Sustainability and carbon reduction are quickly shifting from voluntary endeavors to mandatory ones. For building owners and managers, it will be one of the greatest driving forces influencing building compliance over the next several decades as policy makers and regulators continue to increase their focus (and demand) to achieve sustainability targets and mitigate climate change. Soon, sustainability improvements will no longer be optional, and carbon neutral targets will have to be met. In many cities and counties around the country, including New York, Washington DC, Denver, and Boston, this is already a reality. In 2021, Chicago convened a Building Decarbonization Working Group and has been following the path forged by New York for many years. It is highly likely that within the next couple years Chicago will have a similar Decarbonization ordinance and, therefore, it is critical that owners are proactive to avoid potential fees and/or reduced property value.

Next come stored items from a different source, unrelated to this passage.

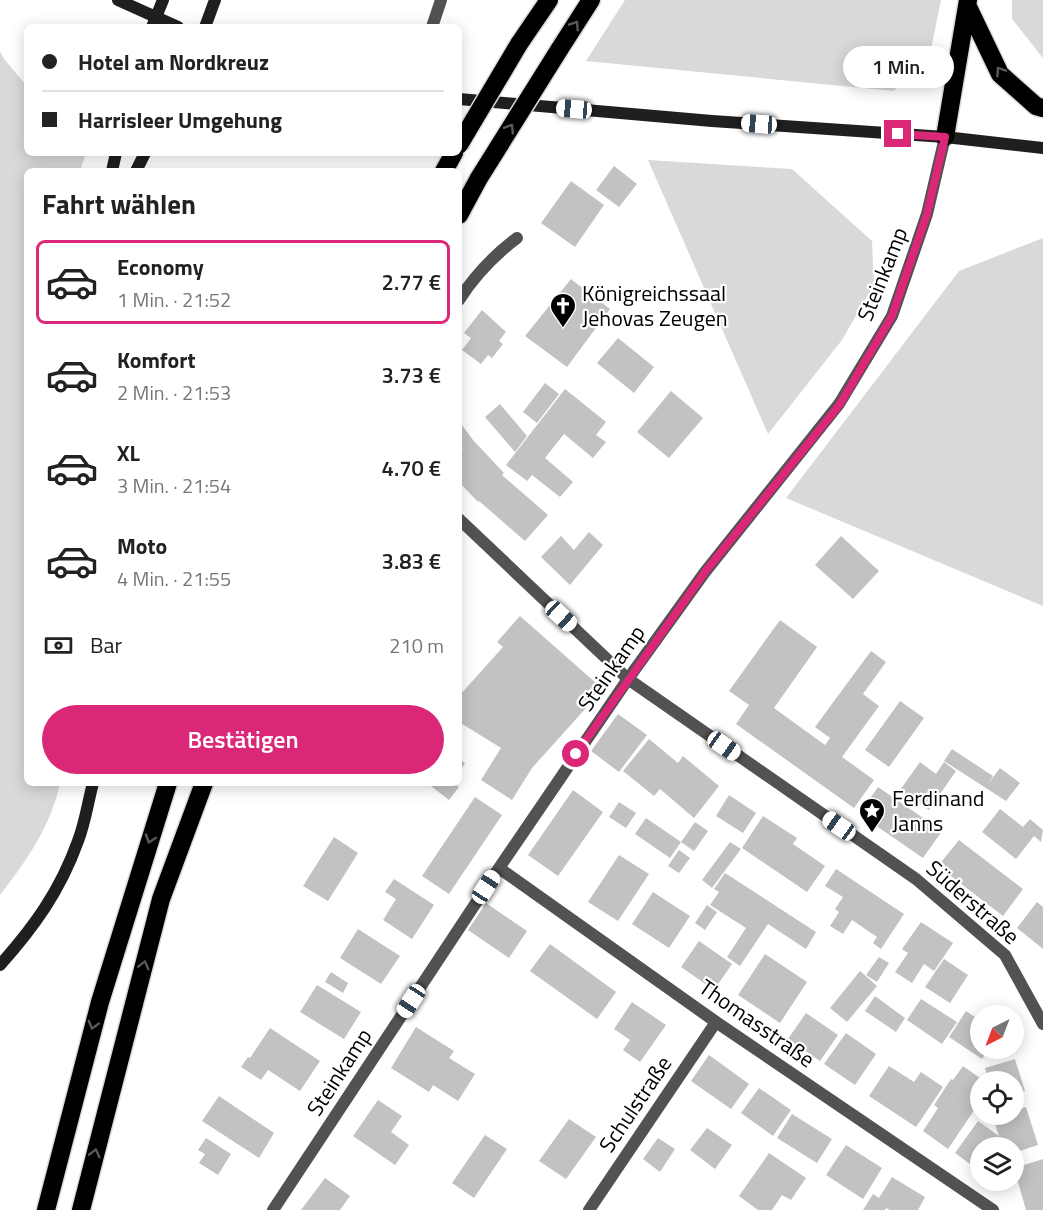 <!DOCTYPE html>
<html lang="de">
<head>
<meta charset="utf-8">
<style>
  body { margin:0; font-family:"Titillium Web",sans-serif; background:#f6f6f6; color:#222; height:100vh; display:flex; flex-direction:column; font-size:22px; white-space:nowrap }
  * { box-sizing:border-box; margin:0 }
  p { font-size:20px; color:#767676 }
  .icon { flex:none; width:33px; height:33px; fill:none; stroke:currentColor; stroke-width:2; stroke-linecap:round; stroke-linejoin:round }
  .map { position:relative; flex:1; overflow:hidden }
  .panel { position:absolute; left:24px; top:168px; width:438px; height:618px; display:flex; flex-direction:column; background:#fff; border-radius:9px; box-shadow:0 3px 15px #0003 }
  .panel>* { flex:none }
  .top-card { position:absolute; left:24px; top:24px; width:438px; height:132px; border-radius:9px; box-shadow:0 3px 15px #0003; display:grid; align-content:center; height:132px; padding:0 18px; background:#fff }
  .needle { width:39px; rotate:222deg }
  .fabs { position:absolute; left:970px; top:1005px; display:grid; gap:12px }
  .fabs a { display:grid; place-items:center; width:54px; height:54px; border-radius:50%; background:#fff; box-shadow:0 3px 15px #0003; font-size:30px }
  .end { position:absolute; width:27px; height:27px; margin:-14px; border:8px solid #db2777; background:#fff; box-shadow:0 0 0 3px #fff }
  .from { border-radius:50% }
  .bubble { position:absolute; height:42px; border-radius:21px; background:#fff; box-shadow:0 3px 15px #0003; font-size:20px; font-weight:600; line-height:42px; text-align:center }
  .car { position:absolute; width:18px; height:36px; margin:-18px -9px; border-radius:8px; box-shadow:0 0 4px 2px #0007; background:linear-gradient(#fff 24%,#345 0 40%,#fff 0 76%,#345 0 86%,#fff 0) }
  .top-card b { display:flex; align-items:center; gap:21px; height:57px; font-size:22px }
  .top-card b+b { border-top:2px solid #e0e0e0 }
  .top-card i { width:15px; height:15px; background:#222 }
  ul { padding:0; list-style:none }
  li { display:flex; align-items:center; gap:18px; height:84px; margin:0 12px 9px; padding:0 6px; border:3px solid transparent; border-radius:9px }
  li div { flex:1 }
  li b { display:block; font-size:22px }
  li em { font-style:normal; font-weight:600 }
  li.active { border-color:#db2777 }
  li>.icon { width:54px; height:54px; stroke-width:1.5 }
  h2 { padding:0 18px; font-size:27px; line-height:72px }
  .pay { display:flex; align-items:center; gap:15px; height:66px; padding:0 18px; font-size:22px }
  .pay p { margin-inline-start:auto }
  .primary-button { display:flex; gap:12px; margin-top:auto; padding:12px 18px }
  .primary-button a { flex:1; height:69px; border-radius:36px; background:#db2777; color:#fff; font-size:24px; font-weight:600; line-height:69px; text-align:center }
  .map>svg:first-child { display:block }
</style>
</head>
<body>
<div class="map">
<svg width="1043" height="1210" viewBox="0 0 1043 1210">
  <rect width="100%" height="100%" fill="#fff"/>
  <path fill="#d9d9d9" d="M 625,0 L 941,0 L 931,49 L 894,91 L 586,61 Z
    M 1012,0 L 1043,0 L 1043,58 L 1012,19 Z
    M 0,51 L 4,59 L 27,86 L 27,153 L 86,153 L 80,171 L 27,171 L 27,783 L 60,783 C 52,824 26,862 0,895 Z
    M 648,160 L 792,169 L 872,241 L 874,284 L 842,340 L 768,434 Z
    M 1043,238 L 1043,606 L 786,498 L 959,271 Z"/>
  <path fill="#c2c2c2" d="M 614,166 L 637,184 L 619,207 L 596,190 Z
    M 571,181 L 604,205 L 575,247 L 541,223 Z
    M 571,279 L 610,309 L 567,367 L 525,336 Z
    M 482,310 L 506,332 L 499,341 L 503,344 L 492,358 L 488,355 L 481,364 L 462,350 L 471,338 L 464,333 Z
    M 618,338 L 654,367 L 634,393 L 597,363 Z
    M 545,383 L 559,394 L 537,423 L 523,412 Z
    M 565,389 L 606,422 L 596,435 L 606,442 L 593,458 L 564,434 L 545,458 L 573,482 L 560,497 L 532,475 L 527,481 L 506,465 Z
    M 671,391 L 703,418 L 669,458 L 637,432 Z
    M 500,404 L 527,436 L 515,452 L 485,417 Z
    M 459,421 L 473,440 L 504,473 L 502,475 L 548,515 L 525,541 L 479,501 L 478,502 L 459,482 L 459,453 L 465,447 L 459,452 Z
    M 589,532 L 603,545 L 570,585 L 541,557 L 561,536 L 574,550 Z
    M 841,536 L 879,571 L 853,599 L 815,565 Z
    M 520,616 L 596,683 L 595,698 L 532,768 L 512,800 L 481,780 L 501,748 L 459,722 L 459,696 L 503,647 L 497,642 Z
    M 780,620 L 817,647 L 774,708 L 825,745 L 830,738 L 815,727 L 871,651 L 886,662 L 863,694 L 879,706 L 842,757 L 874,780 L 854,808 L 736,724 L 749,705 L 729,691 Z
    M 900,701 L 924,718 L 889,767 L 865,750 Z
    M 618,714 L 647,735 L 619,772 L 591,751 Z
    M 649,739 L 678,763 L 683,756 L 719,786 L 694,818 L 660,789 L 654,796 L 623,771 Z
    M 952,749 L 993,776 L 988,784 L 1000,768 L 1020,783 L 1006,801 L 944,761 Z
    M 459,758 L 465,763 L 459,773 Z
    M 920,762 L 936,774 L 944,762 L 956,771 L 929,810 L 900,790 Z
    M 427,783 L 453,783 L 459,787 L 449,800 Z
    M 878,787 L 942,831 L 923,858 L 859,814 Z
    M 573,790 L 603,812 L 558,876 L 528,855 Z
    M 729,795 L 756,813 L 743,833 L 716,816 Z
    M 475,797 L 502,815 L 449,894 L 422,876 Z
    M 619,802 L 636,813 L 626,828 L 609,817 Z
    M 1000,809 L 1023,827 L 1030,819 L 1043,830 L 1041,842 L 1034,836 L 1016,859 L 982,832 Z
    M 763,816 L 797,838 L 793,844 L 825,866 L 807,892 L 742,848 Z
    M 646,818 L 681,842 L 670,858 L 635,834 Z
    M 695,822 L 708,831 L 694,851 L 681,842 Z
    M 334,837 L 358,853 L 328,901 L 303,886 Z
    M 959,840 L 1023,889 L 1003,916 L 938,866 Z
    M 730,842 L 741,849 L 712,888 L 702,880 Z
    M 679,850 L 690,858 L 679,873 L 668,866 Z
    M 619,855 L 649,874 L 618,921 L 588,902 Z
    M 836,869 L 904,914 L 881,949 L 873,943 L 877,937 L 852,920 L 843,934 L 830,926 L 839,912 L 835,909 L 843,897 L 825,886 Z
    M 725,873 L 816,932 L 806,949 L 768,924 L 740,966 L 727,957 L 746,928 L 710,905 L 719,892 L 714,889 Z
    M 394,879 L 434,905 L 412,939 L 383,920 L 396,899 L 385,892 Z
    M 653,892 L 690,916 L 669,948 L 632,924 Z
    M 1037,902 L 1043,907 L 1043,949 L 1017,928 Z
    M 486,903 L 527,931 L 509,958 L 468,930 Z
    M 707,905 L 717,912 L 705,930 L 695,923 Z
    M 921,922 L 953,943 L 934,971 L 924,964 L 912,983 L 895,972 L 908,953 L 902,949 Z
    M 358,929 L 400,956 L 381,984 L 340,958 Z
    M 699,941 L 732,964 L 714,990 L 681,967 Z
    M 550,944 L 616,992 L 597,1019 L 530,971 Z
    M 765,954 L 807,982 L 780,1023 L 738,995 Z
    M 879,957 L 889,963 L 877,982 L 866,975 Z
    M 944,959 L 968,975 L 950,1003 L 925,987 Z
    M 860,971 L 877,986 L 847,1022 L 830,1008 Z
    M 331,972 L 348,983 L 343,993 L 325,982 Z
    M 317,985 L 361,1012 L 344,1039 L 300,1012 Z
    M 875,996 L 905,1018 L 896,1032 L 865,1011 Z
    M 921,999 L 957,1022 L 942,1044 L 907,1020 Z
    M 632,1002 L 666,1025 L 640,1062 L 623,1050 L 630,1040 L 614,1029 Z
    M 966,1011 L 981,1021 L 981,1048 L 989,1048 L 982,1059 L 949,1037 Z
    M 806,1013 L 838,1035 L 820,1061 L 788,1039 Z
    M 416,1027 L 454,1051 L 449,1058 L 475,1074 L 458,1101 L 433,1085 L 429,1092 L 391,1068 Z
    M 270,1028 L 320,1061 L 300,1091 L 262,1066 L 268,1070 L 261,1080 L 241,1067 L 248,1057 L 250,1058 Z
    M 846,1033 L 876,1054 L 855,1085 L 824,1064 Z
    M 709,1055 L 749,1084 L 731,1109 L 691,1081 Z
    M 1015,1059 L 1025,1091 L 1014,1095 L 1014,1082 L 981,1082 L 980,1078 L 971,1092 L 981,1100 L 948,1149 L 923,1131 L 938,1108 L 934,1105 L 951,1079 L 953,1080 L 963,1066 L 980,1078 L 987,1075 L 985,1068 Z
    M 889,1066 L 914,1082 L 921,1072 L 943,1087 L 916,1127 L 869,1096 Z
    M 759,1088 L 791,1110 L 773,1136 L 741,1113 Z
    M 219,1096 L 274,1133 L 259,1158 L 202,1121 Z
    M 378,1100 L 402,1116 L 391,1132 L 409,1145 L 395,1165 L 353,1136 Z
    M 1026,1107 L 1038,1145 L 1014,1153 L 1014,1148 L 1003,1148 L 1001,1143 L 998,1148 L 981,1148 L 981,1172 L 955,1153 L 978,1121 L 999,1136 L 993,1118 L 1002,1114 L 1014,1114 L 1014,1111 Z
    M 792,1114 L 832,1139 L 817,1163 L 777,1138 Z
    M 569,1119 L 596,1137 L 566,1179 L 539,1161 Z
    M 707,1128 L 732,1145 L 715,1169 L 690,1150 Z
    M 485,1135 L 507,1149 L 474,1198 L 452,1183 Z
    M 206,1138 L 231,1154 L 218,1175 L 199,1163 L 205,1154 L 198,1150 Z
    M 658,1138 L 675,1149 L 660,1172 L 643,1159 Z
    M 846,1145 L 882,1168 L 863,1199 L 826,1175 Z
    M 769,1153 L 806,1178 L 791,1200 L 782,1195 L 772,1210 L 758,1210 L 739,1196 Z
    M 1043,1159 L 1043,1210 L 1026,1210 L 1014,1168 Z
    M 892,1177 L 925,1197 L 918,1210 L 890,1210 L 886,1208 L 885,1210 L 863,1210 L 873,1194 L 879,1198 Z
    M 325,1178 L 350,1196 L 340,1210 L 301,1210 Z"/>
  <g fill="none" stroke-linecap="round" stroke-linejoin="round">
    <defs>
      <path id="highway" d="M 968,7 L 1000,74 L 1036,106 L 1043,108
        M 519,44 L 549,0
        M 559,50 L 591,0
        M 945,137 L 968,0
        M 444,171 L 454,153
        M 459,215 L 479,178
        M 46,1210 L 100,1002 L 168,783
        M 81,1210 L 161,899 L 204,783"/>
    </defs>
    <use href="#highway" stroke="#dbdbdb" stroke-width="21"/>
    <path stroke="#525252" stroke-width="12" d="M 432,27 L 441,0
      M 459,300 C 475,275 493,256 517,238"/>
    <path stroke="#525252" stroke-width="12" d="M 459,519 L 628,679 L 916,879 L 1005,955 L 1043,1024
      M 499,868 L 716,1022 L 993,1210
      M 273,1210 L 499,868 L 628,679 L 705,572 L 839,404 L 892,316 L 927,214 L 945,137
      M 589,1210 L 716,1022"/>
    <path stroke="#1f1f1f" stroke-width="12" d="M 118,0 L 178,27
      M 152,27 L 163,0
      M 205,27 L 215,0
      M 459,99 L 712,121 L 945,137 L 1043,148
      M 112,171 L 116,153
      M 136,171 L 145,153
      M 0,965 C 34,927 60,891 78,841 C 85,823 88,802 93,783"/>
    <use href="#highway" stroke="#000" stroke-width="18"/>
    <defs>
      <path id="highway-bridge" d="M 459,145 L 519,44
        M 479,178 L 559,50"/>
    </defs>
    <use href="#highway-bridge" stroke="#dbdbdb" stroke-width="21" stroke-linecap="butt"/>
    <use href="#highway-bridge" stroke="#000" stroke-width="18"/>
  </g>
  <defs><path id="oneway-chevron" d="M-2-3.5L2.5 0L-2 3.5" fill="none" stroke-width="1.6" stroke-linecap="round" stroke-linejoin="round" transform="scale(1.5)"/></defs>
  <g stroke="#595959">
    <use href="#oneway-chevron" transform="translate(575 25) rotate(-57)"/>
    <use href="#oneway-chevron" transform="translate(1000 71) rotate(-124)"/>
    <use href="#oneway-chevron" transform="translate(510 128) rotate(-58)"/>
    <use href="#oneway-chevron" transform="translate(150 839) rotate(108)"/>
    <use href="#oneway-chevron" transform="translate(144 965) rotate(-76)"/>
    <use href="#oneway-chevron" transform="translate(93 1025) rotate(105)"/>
    <use href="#oneway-chevron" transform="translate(95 1153) rotate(-76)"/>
  </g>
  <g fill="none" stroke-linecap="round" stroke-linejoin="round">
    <path stroke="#db2777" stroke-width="8" d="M 576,754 L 705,572 L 840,404 L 892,316 L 927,214 L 945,137 L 898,134"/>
  </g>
  <defs>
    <symbol id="church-pin" viewBox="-11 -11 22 30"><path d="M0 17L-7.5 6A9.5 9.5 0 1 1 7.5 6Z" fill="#000" stroke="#fff"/><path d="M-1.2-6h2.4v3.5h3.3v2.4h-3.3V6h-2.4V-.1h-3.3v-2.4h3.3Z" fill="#fff"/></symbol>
    <symbol id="sight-pin" viewBox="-11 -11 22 30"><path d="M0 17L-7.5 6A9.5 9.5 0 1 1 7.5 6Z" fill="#000" stroke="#fff"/><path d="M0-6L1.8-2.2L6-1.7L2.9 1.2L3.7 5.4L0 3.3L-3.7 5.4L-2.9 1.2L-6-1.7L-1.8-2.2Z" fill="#fff"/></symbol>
  </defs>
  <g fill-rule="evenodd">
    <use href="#church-pin" x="548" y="291" width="30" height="40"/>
    <use href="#sight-pin" x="857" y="796" width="30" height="40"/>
  </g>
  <g text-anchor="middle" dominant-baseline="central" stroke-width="4.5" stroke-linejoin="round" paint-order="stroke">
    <g font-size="22" fill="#000" stroke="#fff">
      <text transform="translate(882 274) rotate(-68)">Steinkamp</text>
      <text transform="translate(611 668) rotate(-55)">Steinkamp</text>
      <text transform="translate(973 902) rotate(41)">Süderstraße</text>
      <text transform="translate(757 1023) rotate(35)">Thomasstraße</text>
      <text transform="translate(339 1072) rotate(-57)">Steinkamp</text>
      <text transform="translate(635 1104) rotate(-56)">Schulstraße</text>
    </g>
    <g font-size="22" fill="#000" stroke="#fff" text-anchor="start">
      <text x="582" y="293">Königreichssaal<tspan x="582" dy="25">Jehovas Zeugen</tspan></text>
      <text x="892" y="798">Ferdinand<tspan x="892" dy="25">Janns</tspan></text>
    </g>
  </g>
</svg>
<div class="fabs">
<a><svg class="needle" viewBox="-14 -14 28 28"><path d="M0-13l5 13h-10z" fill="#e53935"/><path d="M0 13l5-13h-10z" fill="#767676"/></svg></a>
<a><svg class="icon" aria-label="locate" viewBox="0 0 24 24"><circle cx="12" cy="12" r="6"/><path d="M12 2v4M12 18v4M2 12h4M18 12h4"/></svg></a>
<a><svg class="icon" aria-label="layers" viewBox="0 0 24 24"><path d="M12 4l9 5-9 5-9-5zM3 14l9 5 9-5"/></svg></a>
</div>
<i class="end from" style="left:576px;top:754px"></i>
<i class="end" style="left:898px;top:134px"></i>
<div class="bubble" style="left:843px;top:46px;width:111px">1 Min.</div>
<i class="car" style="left:574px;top:109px;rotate:275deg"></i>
<i class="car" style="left:759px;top:124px;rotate:274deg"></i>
<i class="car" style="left:561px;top:616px;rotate:133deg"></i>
<i class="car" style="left:724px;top:746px;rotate:125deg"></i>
<i class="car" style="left:839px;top:826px;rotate:305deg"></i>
<i class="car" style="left:486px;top:887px;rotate:33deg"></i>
<i class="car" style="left:411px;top:1001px;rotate:213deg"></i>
<div class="top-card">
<b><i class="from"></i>Hotel am Nordkreuz</b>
<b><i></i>Harrisleer Umgehung</b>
</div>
<section class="panel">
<h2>Fahrt wählen</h2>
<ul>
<li class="active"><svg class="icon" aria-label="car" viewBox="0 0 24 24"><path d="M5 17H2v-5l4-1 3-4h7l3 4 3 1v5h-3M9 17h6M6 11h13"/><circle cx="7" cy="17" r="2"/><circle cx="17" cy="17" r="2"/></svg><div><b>Economy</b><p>1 Min. · 21:52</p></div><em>2.77 €</em></li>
<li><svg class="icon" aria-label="car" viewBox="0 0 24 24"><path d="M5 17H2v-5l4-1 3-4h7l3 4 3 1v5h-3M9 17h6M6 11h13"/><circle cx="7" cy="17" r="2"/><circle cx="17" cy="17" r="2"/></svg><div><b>Komfort</b><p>2 Min. · 21:53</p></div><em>3.73 €</em></li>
<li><svg class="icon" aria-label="car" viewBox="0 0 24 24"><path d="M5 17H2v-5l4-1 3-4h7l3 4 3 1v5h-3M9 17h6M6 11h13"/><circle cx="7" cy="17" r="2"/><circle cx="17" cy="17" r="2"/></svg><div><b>XL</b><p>3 Min. · 21:54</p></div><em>4.70 €</em></li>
<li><svg class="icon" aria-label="car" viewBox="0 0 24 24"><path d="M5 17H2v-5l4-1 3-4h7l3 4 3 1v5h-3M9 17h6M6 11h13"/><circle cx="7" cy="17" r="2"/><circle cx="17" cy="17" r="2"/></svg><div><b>Moto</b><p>4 Min. · 21:55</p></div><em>3.83 €</em></li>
</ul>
<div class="pay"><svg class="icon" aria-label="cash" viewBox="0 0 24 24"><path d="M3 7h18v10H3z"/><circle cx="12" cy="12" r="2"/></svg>Bar<p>210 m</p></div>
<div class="primary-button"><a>Bestätigen</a></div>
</section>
</div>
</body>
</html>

Construction of new sustainable buildings is relatively common and straightforward. However, bringing existing buildings up to modern standards is significantly more difficult which of course, also means at a much higher expense. In short, moving existing buildings towards sustainability is a balancing act among time, capital, and technology and to successfully balance these constraints, it is critical to prioritize the retrofit and upgrade process. On the other hand, buildings and owners will benefit greatly from reduced energy costs and many buildings will be able to meet carbon reduction compliance metrics by implementing measures with attractive paybacks.
To this end, every building owner should be thinking about or have already completed an energy audit to determine the most cost-effective path to compliance and to benchmark current performance. Building portfolio managers should consider benchmarking their properties to focus efforts on the poorest performers first. Building owners should turn to an experienced MEP consulting firm to provide this highly beneficial energy audit and prioritization plan.
Because audits, upgrades, and renovations will likely not remain optional forever, incentives for early adopters will likely eventually give way to penalties for late adopters. Proactive owners will enjoy numerous benefits, including time for decision making and increased property values. As with any significant market shift, the initial challenges presented also represent a substantial opportunity.